The countess turned her back upon her brother. “All the same, Miss Pettigrew,” she said, “you are too overset at present for travel. You will pardon my saying so, but your colour is not good. If I were to allow you to depart now, my conscience would plague me so,
I
would become ill.”
“Really, I’m quite well,” Catherine protested. “I’ve never had good colour.”
“My conscience refuses to believe you. I do apologise, my dear, but mine is a very fierce conscience. Molly will convey you to a guest chamber and bring you a fresh cup of tea—you’ve scarcely touched yours and it is grown cold, I’m afraid.” Lady Andover’s tones became commanding. “Tonight you will remain here. We will reserve further discussion until tomorrow when you are rested.”
“Might as well do as she says,” Lord Rand suggested, taking his cue. “My sister’s got a stubborn conscience. No use arguing.”
In other circumstances, no amount of cajolery or command would have kept Catherine in Andover House. She was still in London, and every step she’d taken since coming here had hurled her into disaster. She wanted only to flee.
She knew she should press harder for the small loan that would allow her to go home immediately without having to answer embarrassing questions.

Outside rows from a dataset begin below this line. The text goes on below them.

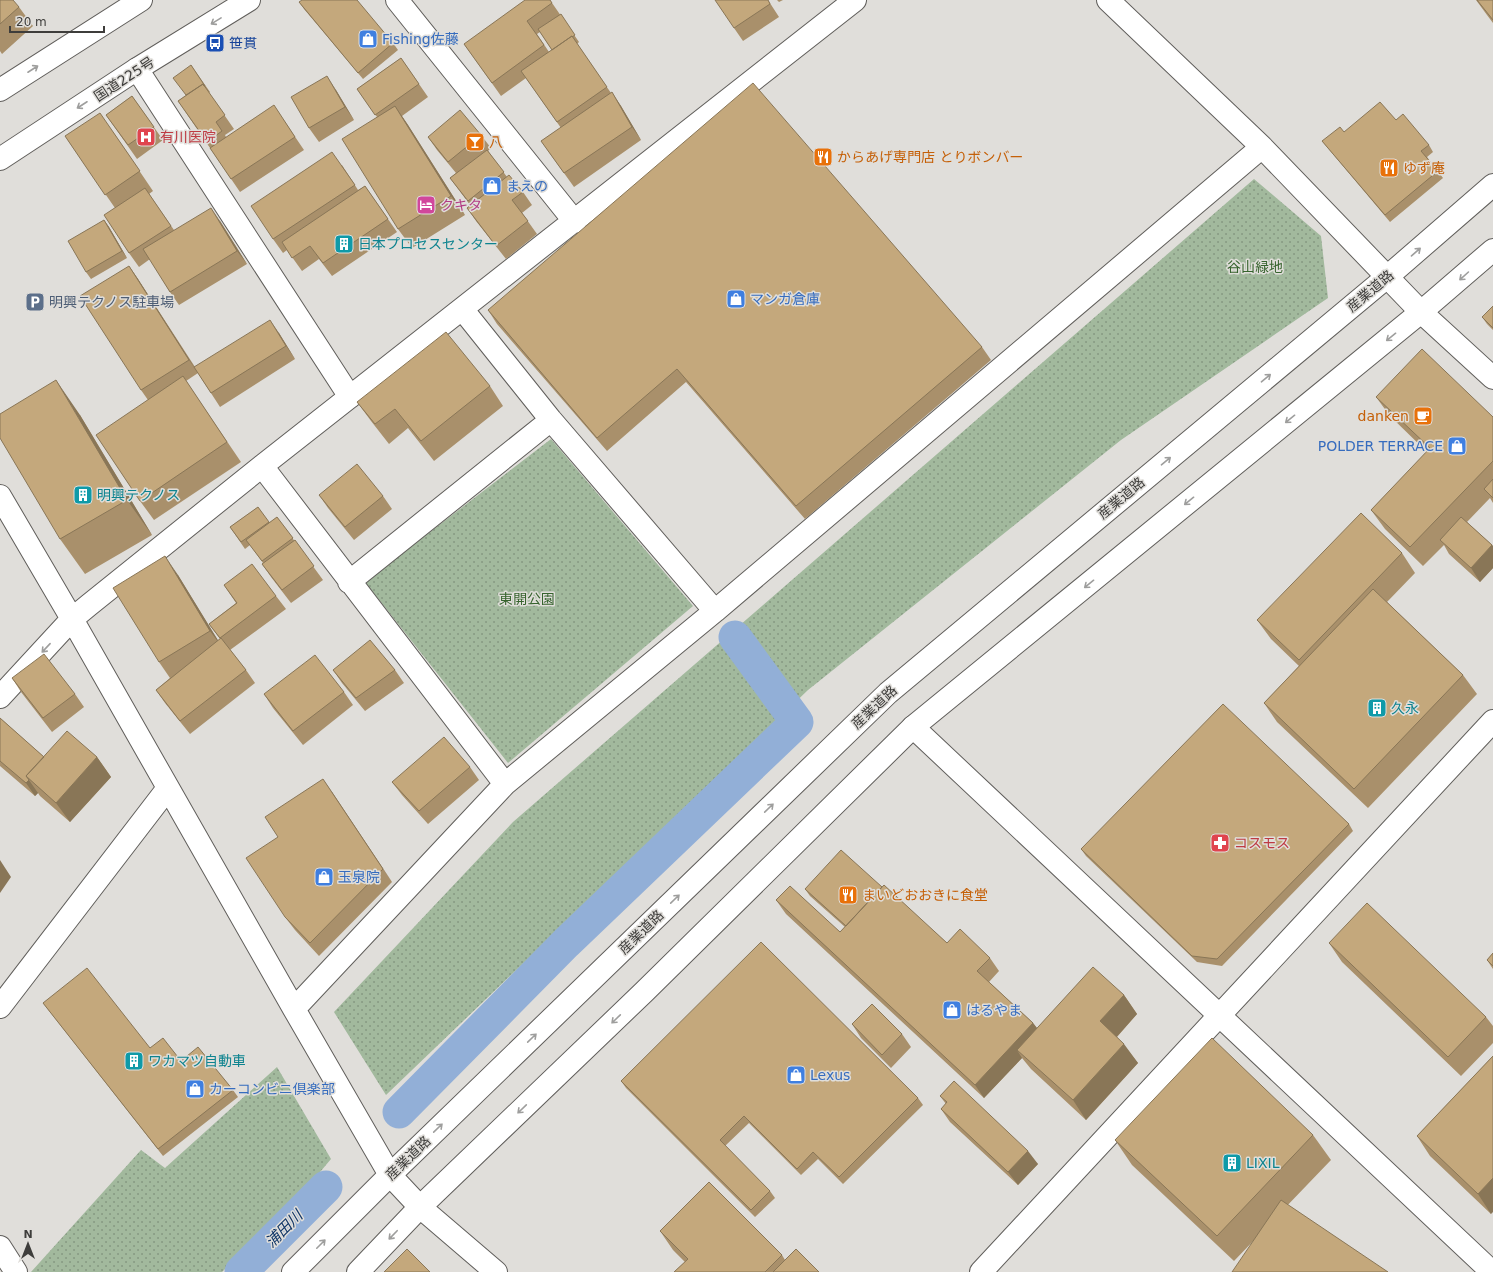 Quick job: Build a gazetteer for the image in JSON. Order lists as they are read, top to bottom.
{
  "streets": {
    "main road": ["国道225号", "産業道路"]
  },
  "water": ["浦田川"],
  "parks": ["谷山緑地", "東開公園"],
  "places": {
    "shop": [
      "Fishing佐藤",
      "まえの",
      "マンガ倉庫",
      "POLDER TERRACE",
      "玉泉院",
      "はるやま",
      "Lexus",
      "カーコンビニ倶楽部"
    ],
    "bus stop": ["笹貫"],
    "hospital": ["有川医院"],
    "bar": ["八"],
    "restaurant": ["からあげ専門店 とりボンバー", "ゆず庵", "まいどおおきに食堂"],
    "hotel": ["クキタ"],
    "building": [
      "日本プロセスセンター",
      "明興テクノス",
      "久永",
      "ワカマツ自動車",
      "LIXIL"
    ],
    "parking": ["明興テクノス駐車場"],
    "cafe": ["danken"],
    "pharmacy": ["コスモス"]
  },
  "scale_bar": "20 m",
  "north": "top"
}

By the time she’d met Lady Andover, however, Catherine was on the brink of hysteria. Miss Fletcher’s elopement had been the
coup de grace
of a series of stunning calamities. A clean, comfortable bed, a maid to look after her, and a hot cup of tea to consume in private was more temptation than Catherine could withstand.
She made the feeblest of protests, to which Lady Andover proved quite deaf. Moments later, Molly was leading the unexpected guest upstairs.
Now that his charge was in capable hands, Max was eager to get away. He was not permitted to do so. Fortunately, Lady Andover not only ordered him to remain where he was, but invited him to sample the contents of the alluring decanters. After filling a glass and taking a long swallow, Max ambled over to the fireplace and commenced a rapt contemplation of the marble.
His sister studied him for a few moments before she spoke. “Well, dear,” she said, “this is a very interesting homecoming present you’ve brought me. Only
I’d
thought it would be you welcomed back with fatted calves and such—though she isn’t very fatted, is she?”